Ghana ambassador to Japan
- In office 2013–2014
- President: John Mahama
- Preceded by: William George Mensah Brandful
- Succeeded by: Sylvester Jude Kpakpo Parker-Allotey

Personal details
- Born: Edmond Kofi Agbenutse Deh 23 January 1959 (age 67) Ghana
- Spouse: Irene Atsyoribo
- Alma mater: Bishop Herman College; University of Ghana; Ghana Institute of Management and Public Administration; Institute International d’Administration Publique; Universite de Paris I;
- Occupation: Diplomat

= Edmond Kofi Agbenutse Deh =

Ghanaian diplomat

Edmond Kofi Agbenutse Deh is a Ghanaian diplomat and civil servant.

==Early life and education==
Edmond was born on 23 January 1959. He had his secondary education at Bishop Herman College, Kpando from 1970 to 1977 and his tertiary education at the University of Ghana, Legon (from 1980 to 1985) which included a one-year abroad studies at the Centre International, de Francais, Langue, Etrangere, Lome, Togo (from 1982 to 1983). He entered the Academy of Social Science, Sofia, Bulgaria in April 1986 to pursue a certificate in International Relations completing in August that same year.
After joining the Ministry of Foreign Affairs, he pursued various courses alongside his professional career. He obtained his certificate in Public Administration (CPA) and diploma in Public Administration from the Ghana Institute of Management and Public Administration (GIMPA) in December
1986 and August 1988 respectively. He also obtained a Diploma in International Relations from Institute International d’Administration Publique (IIAP) and a D.E.S.S (Diploma of Specialized Higher Studies) in International Administration from Universite de Paris I. In April 1991 he undertook internship (attachment) at the French Embassy in Caracas, Venezuela, from where he obtained an attachment diploma in June that same year.

==Career==
Edmond joined the Ministry of Foreign Affairs after his University studies at the University of Ghana in 1986. He served at various positions at the Ministry until 1992 when he was sent to the embassy of Ghana in Cotonou, Benin for his first diplomatic assignment outside Ghana as First Secretary/Head of Chancery.

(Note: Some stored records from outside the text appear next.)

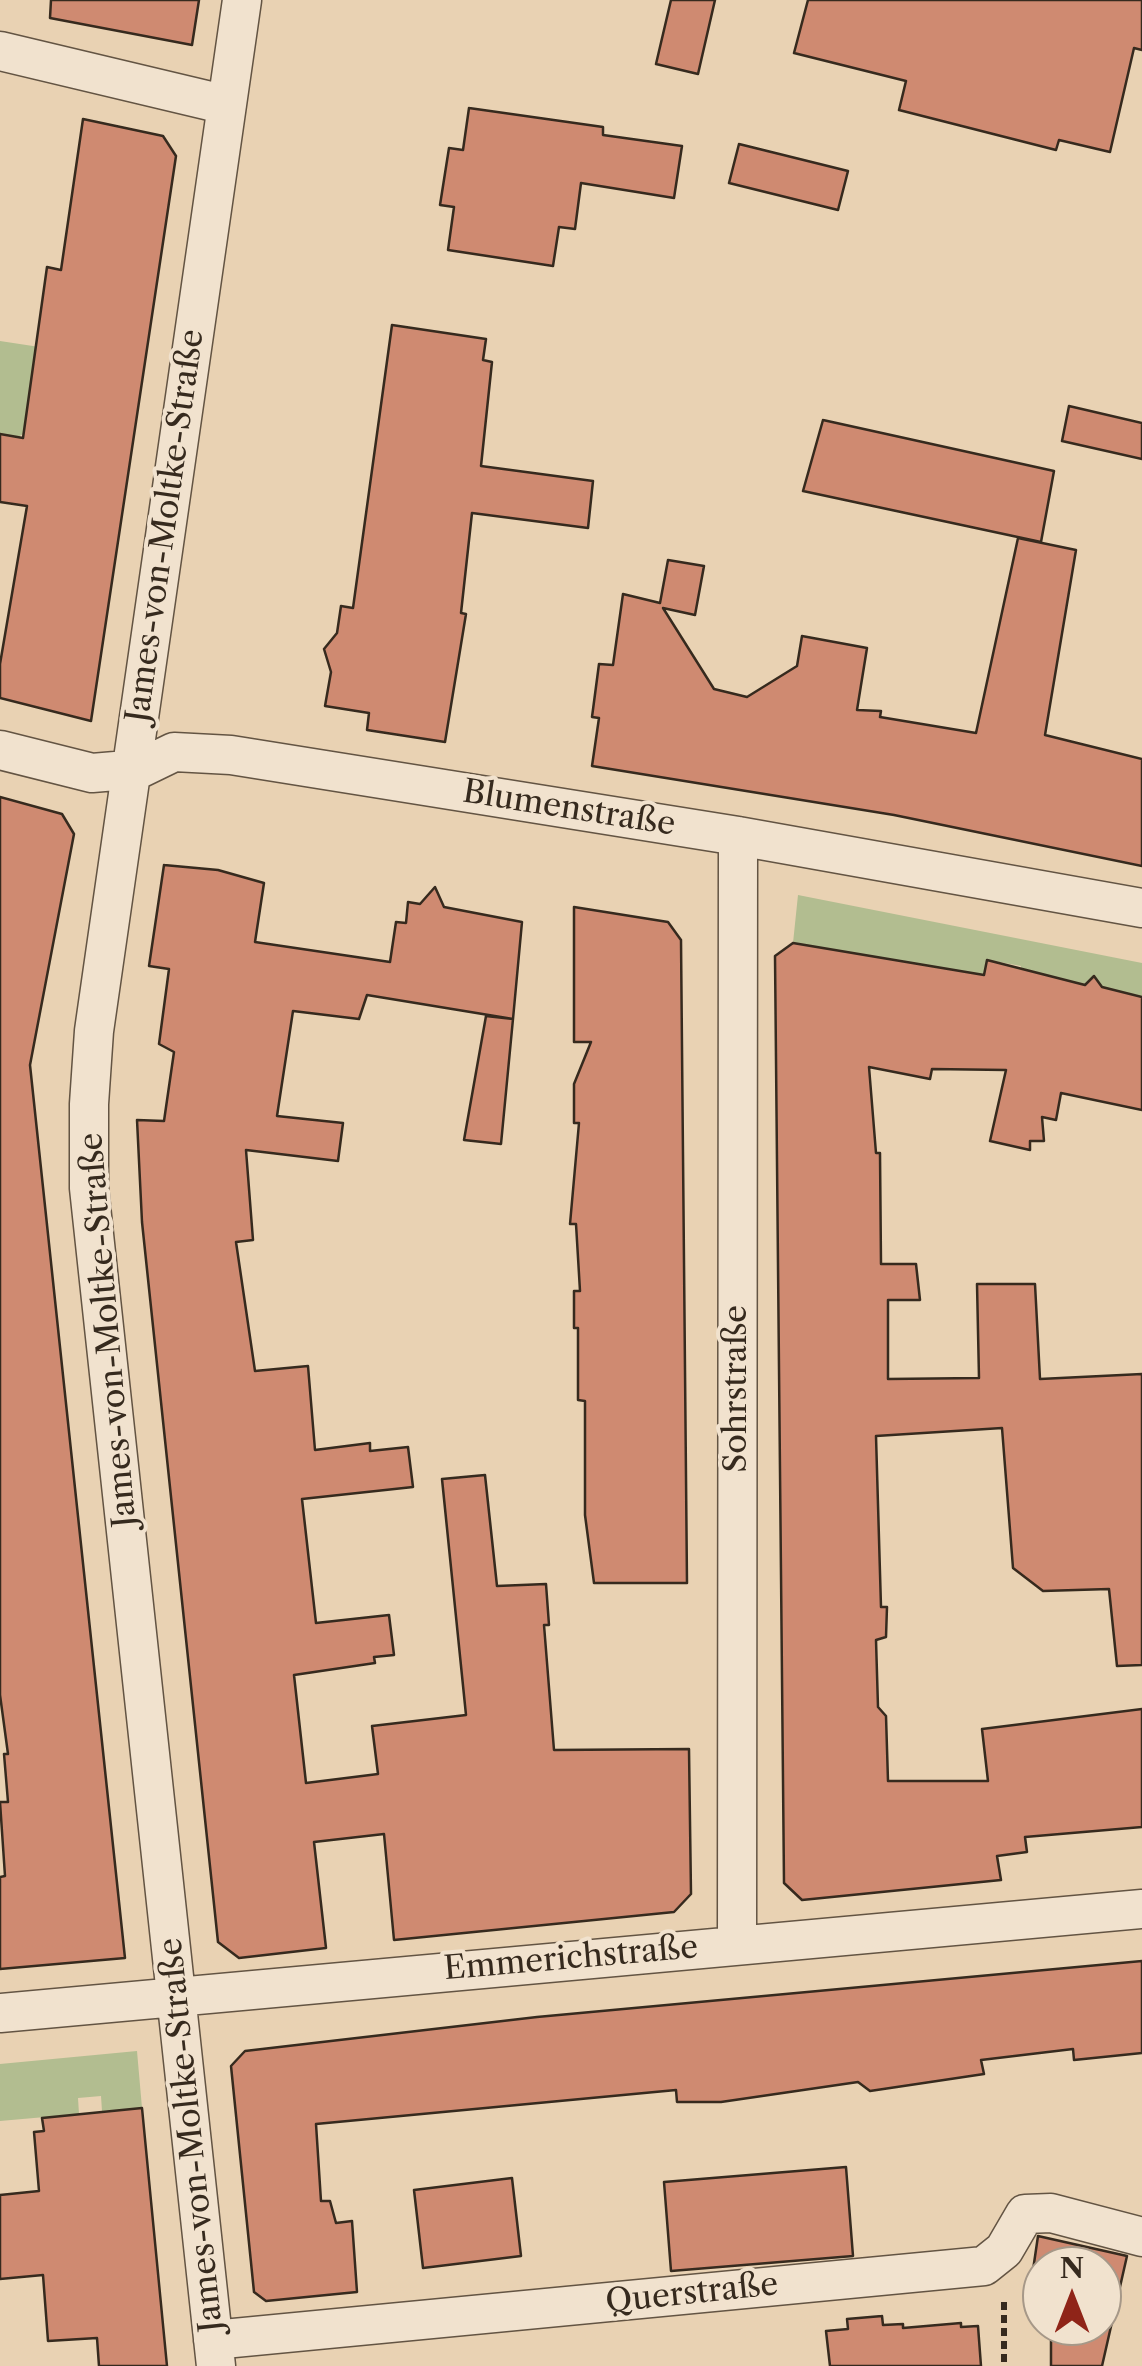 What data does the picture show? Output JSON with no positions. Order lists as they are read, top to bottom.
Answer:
{
  "streets": {
    "street": [
      "James-von-Moltke-Straße",
      "Blumenstraße",
      "Sohrstraße",
      "Emmerichstraße",
      "Querstraße"
    ]
  },
  "crossings": [
    ["James-von-Moltke-Straße", "Blumenstraße"],
    ["James-von-Moltke-Straße", "Emmerichstraße"],
    ["James-von-Moltke-Straße", "Querstraße"],
    ["Blumenstraße", "Sohrstraße"],
    ["Sohrstraße", "Emmerichstraße"]
  ],
  "north": "top"
} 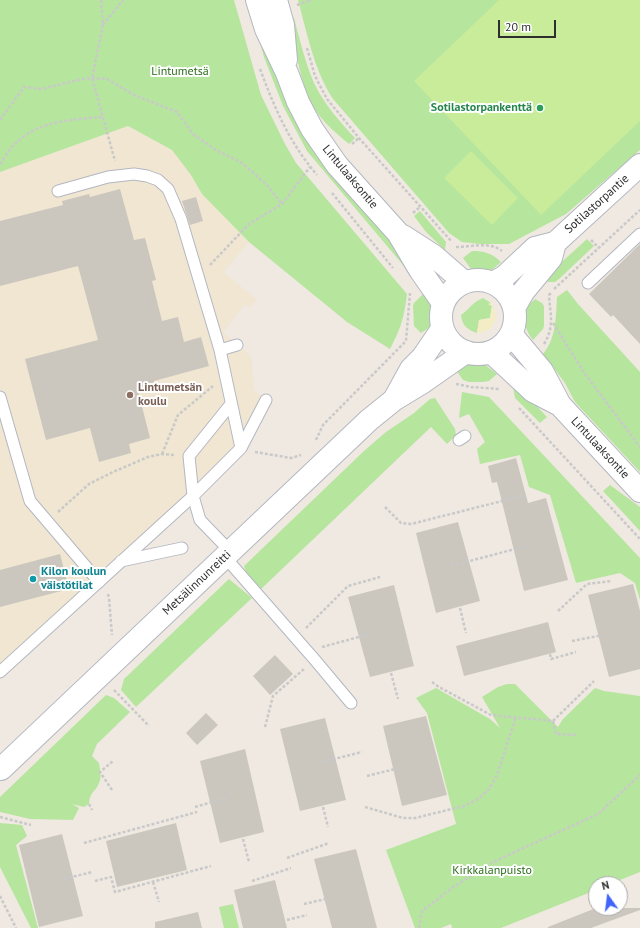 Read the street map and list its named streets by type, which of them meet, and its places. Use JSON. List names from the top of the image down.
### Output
{
  "streets": {
    "street": ["Lintulaaksontie", "Sotilastorpantie", "Metsälinnunreitti"]
  },
  "crossings": [
    ["Lintulaaksontie", "Sotilastorpantie"],
    ["Lintulaaksontie", "Metsälinnunreitti"],
    ["Sotilastorpantie", "Metsälinnunreitti"]
  ],
  "parks": ["Lintumetsä", "Kirkkalanpuisto"],
  "places": ["Sotilastorpankenttä", "Lintumetsän koulu", "Kilon koulun väistötilat"],
  "scale_bar": "20 m",
  "north": "top"
} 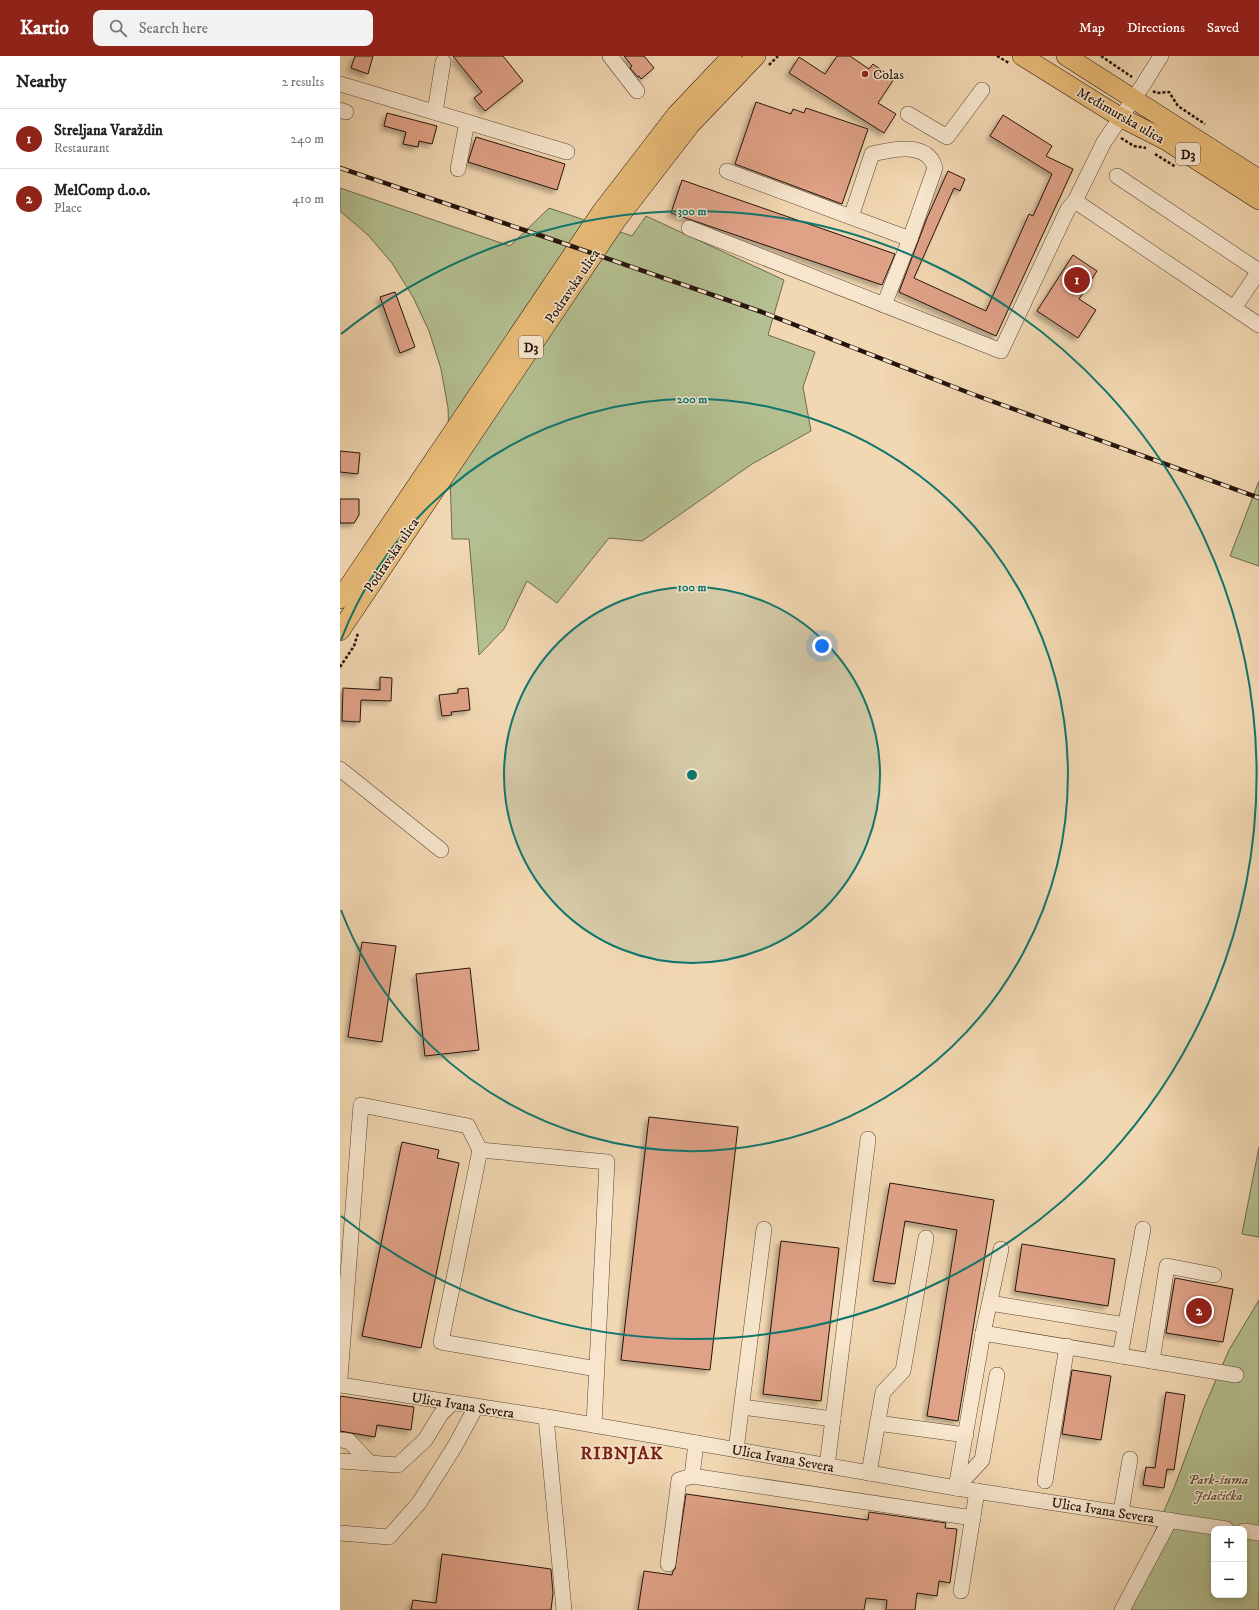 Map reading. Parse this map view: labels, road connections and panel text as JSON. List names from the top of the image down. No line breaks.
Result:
{"streets":{"main road":["Međimurska ulica","D3","Podravska ulica"],"street":["Ulica Ivana Severa"]},"districts":["RIBNJAK"],"parks":["Park-šuma Jelačićka"],"places":["Colas"],"page":{"header":"Kartio","search":"Search here","nav":["Map","Directions","Saved"],"heading":["Nearby","2 results"],"list":[{"mark":"1","name":"Streljana Varaždin","note":"Restaurant","value":"240 m"},{"mark":"2","name":"MelComp d.o.o.","note":"Place","value":"410 m"}],"pins":["1","2"],"map_buttons":["+","−"]},"rings":["300 m","200 m","100 m"]} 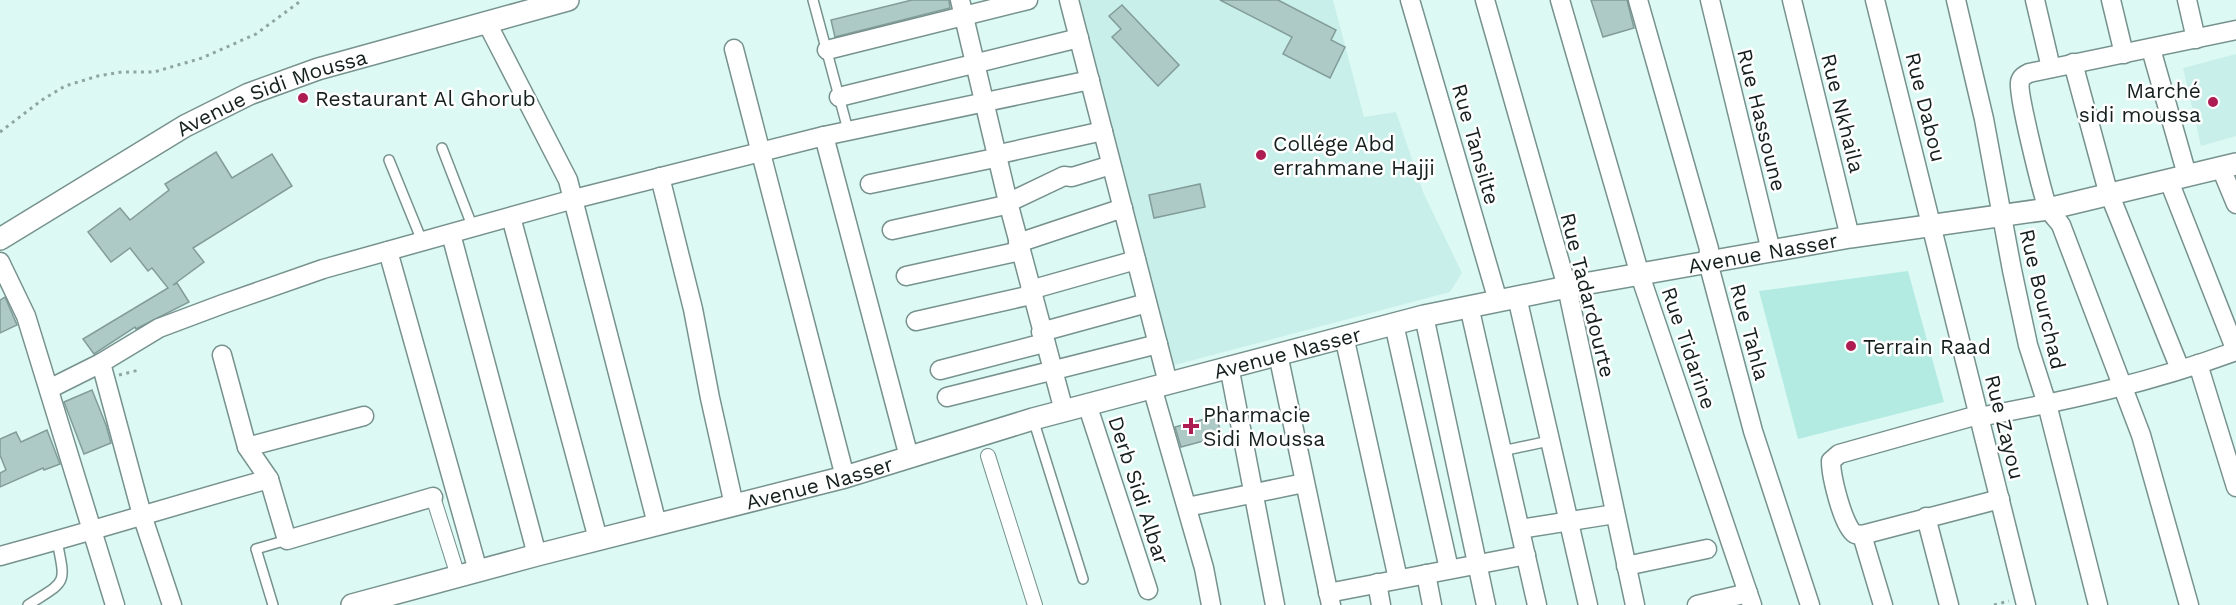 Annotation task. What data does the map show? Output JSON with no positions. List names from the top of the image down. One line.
{"streets":{"street":["Avenue Sidi Moussa","Rue Dabou","Rue Nkhaila","Rue Hassoune","Rue Tansilte","Avenue Nasser","Rue Tadardourte","Rue Bourchad","Rue Tahla","Rue Tidarine","Rue Zayou","Derb Sidi Albar"]},"crossings":[["Rue Dabou","Avenue Nasser"],["Rue Dabou","Rue Zayou"],["Rue Nkhaila","Avenue Nasser"],["Rue Hassoune","Avenue Nasser"],["Rue Tansilte","Avenue Nasser"],["Avenue Nasser","Rue Tadardourte"],["Avenue Nasser","Rue Bourchad"],["Avenue Nasser","Rue Tahla"],["Avenue Nasser","Rue Tidarine"],["Avenue Nasser","Rue Zayou"],["Avenue Nasser","Derb Sidi Albar"]],"places":{"other":["Restaurant Al Ghorub","Marché sidi moussa","Collége Abd errahmane Hajji","Terrain Raad"],"health":["Pharmacie Sidi Moussa"]}}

In 1998 he was Counsellor/Head of Chancery at the Ghana Embassy in Rome, Italy until 2002 and Minister Counsellor/Head of Chancery from September 2004 to October 2004. He returned to the ministry that same year to serve as the acting director of the Americas Bureau until 2006. Later in 2006 he was stationed at the Embassy of Ghana Bamako, Mali as Minister Plenipotentiary and deputy ambassador, with oversight responsibility for the Chancery and directly in charge of
matters covering Political and Economic relations. He served in this capacity until 2010. he was the Director for the Middle East & Asia Bureau of the Ministry of Foreign Affairs and Regional Integration from 2010 to 2013. In 2013, he was appointed Ambassador of Ghana to Japan and high commissioner to Singapore. He arrived in Japan on 31 January 2013, to assume duty.

==Gambling Saga==
A gang of Japanese gamblers posing as a Non Governmental Organization (NGO) deceived the ambassador into signing documents unknowingly, letting out a part of a property belonging to the Ghana mission in Japan. The aim of the gang was to operate on the property under the cover of diplomatic immunity thereby concealing their illegality. The ambassador is said to have believed the story of the gamblers when they informed him that they were engaged in NGO activities, something which according to them, previous ambassadors did not object to. They claimed to be an NGO which actually existed in Ghana and had been particularly helpful to Ghana, with regards to the drilling of boreholes in the country. The ambassador was unable to authenticate the claims before agreeing to append his signature to an agreement. After the signing of the deal and letting out the office space to the gamblers, communication ceased between both parties. On 5 March 2014, the Tokyo Metropolitan Police raided the gambling premises taking the culprits into custody and confiscating two baccarats gambling platforms, 12 million yen ($118,164) in cash, according to a local broadcaster.
Japanese investigators stated that a rental contract to the tune of a monthly payment of 500,000 Yen or $4,923.50 was entered into, using the name of the previous Ghanaian envoy to Japan, Dr. William George Mensah Brandful and was signed at the ambassador's official residence with accompanying diplomatic identification. The details on the contract were altered in March 2013 to that of the then current envoy, Edmond Kofi Agbenutse Deh. The police also hinted that illegal casino had been in operation for 17 months and had collected over 200 million yen (close to $2 million) in revenues.

==Personal life==
In addition to English, Edmond Kofi Agbenutse Deh writes and speaks French fluently. He also reads and understands Spanish.
He is married to Madam Irene Atsyoribo and has five children. His hobbies include community development, local animal husbandry, learning foreign languages and walking.